• _Assignment_:
For each line in the data below that holds "image", return a copy.

• _Given information_:

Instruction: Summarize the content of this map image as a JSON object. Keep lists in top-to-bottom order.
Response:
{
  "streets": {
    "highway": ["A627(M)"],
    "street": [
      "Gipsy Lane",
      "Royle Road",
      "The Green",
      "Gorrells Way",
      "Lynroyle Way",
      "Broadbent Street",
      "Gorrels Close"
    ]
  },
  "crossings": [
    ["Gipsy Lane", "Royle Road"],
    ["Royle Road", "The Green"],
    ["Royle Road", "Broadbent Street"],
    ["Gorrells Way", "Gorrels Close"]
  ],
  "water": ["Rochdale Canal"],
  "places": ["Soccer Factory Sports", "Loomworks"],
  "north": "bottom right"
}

* * *

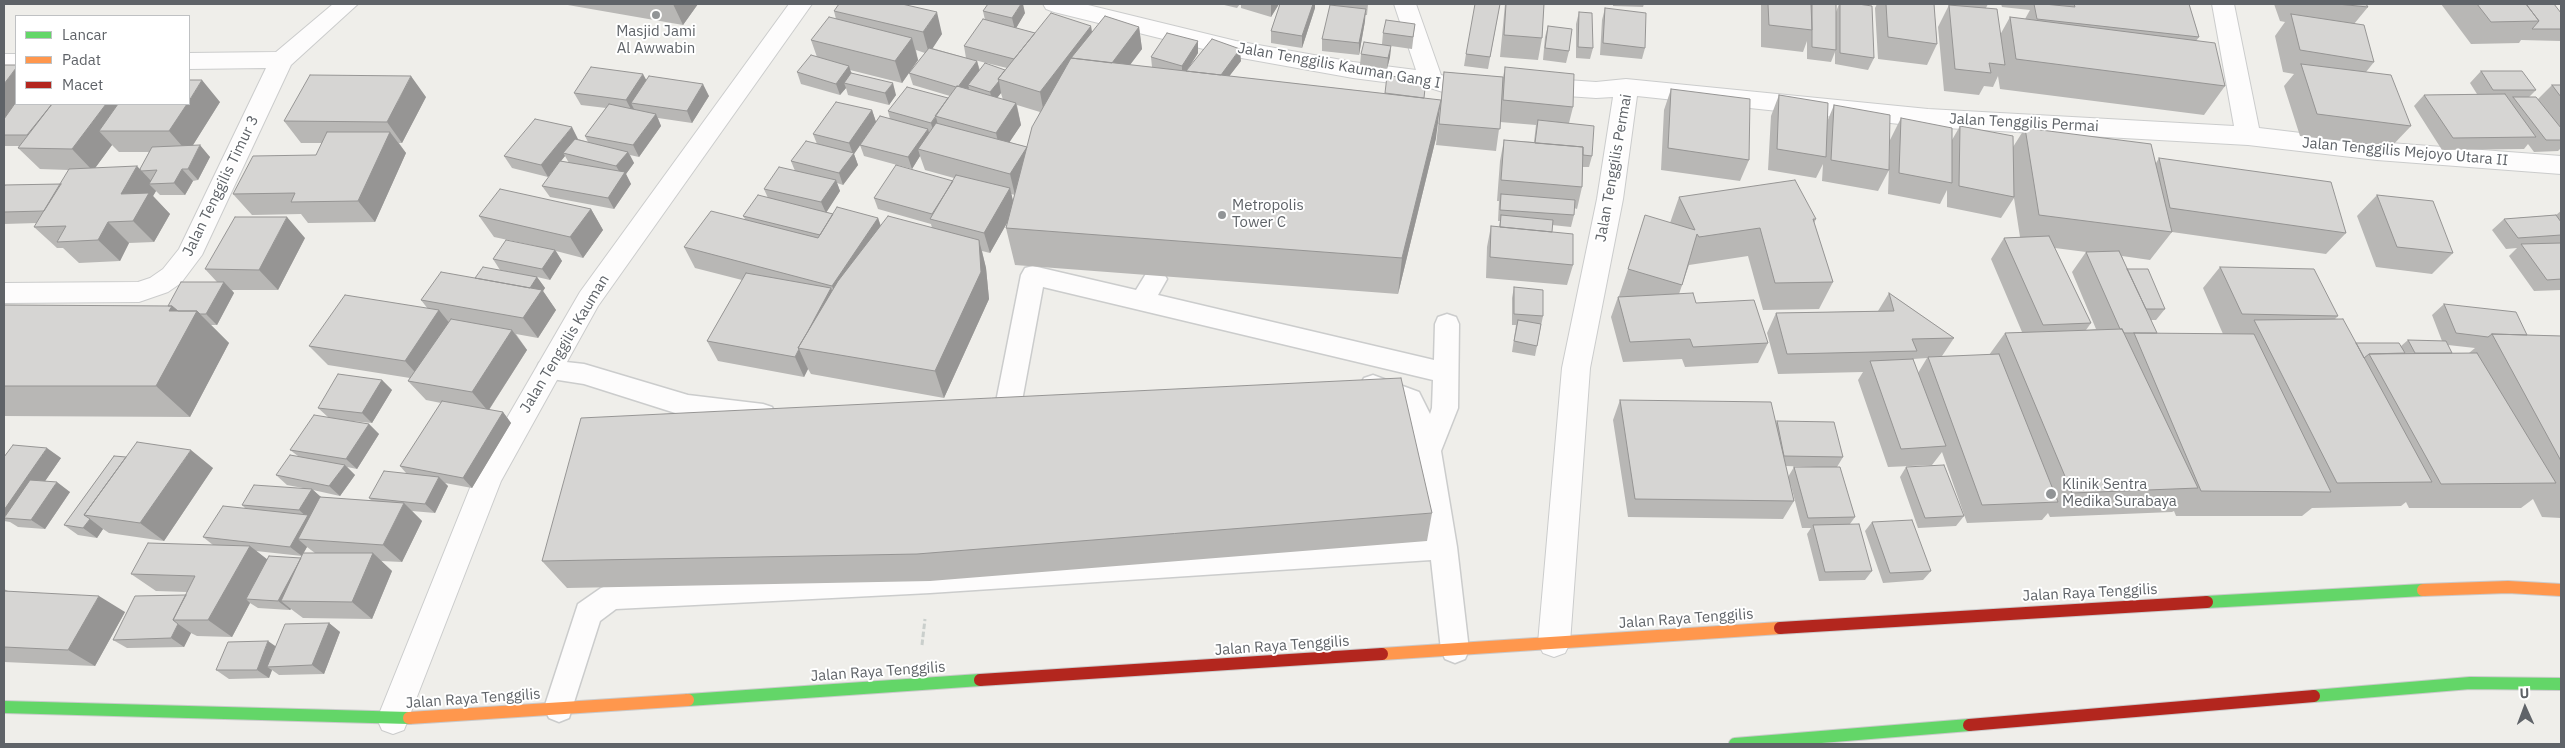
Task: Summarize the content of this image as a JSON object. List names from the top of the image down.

• _Answer space_:
Instruction: Summarize the content of this map image as a JSON object. Keep lists in top-to-bottom order.
Task: Summarize the content of this image as a JSON object. List names from the top of the image down.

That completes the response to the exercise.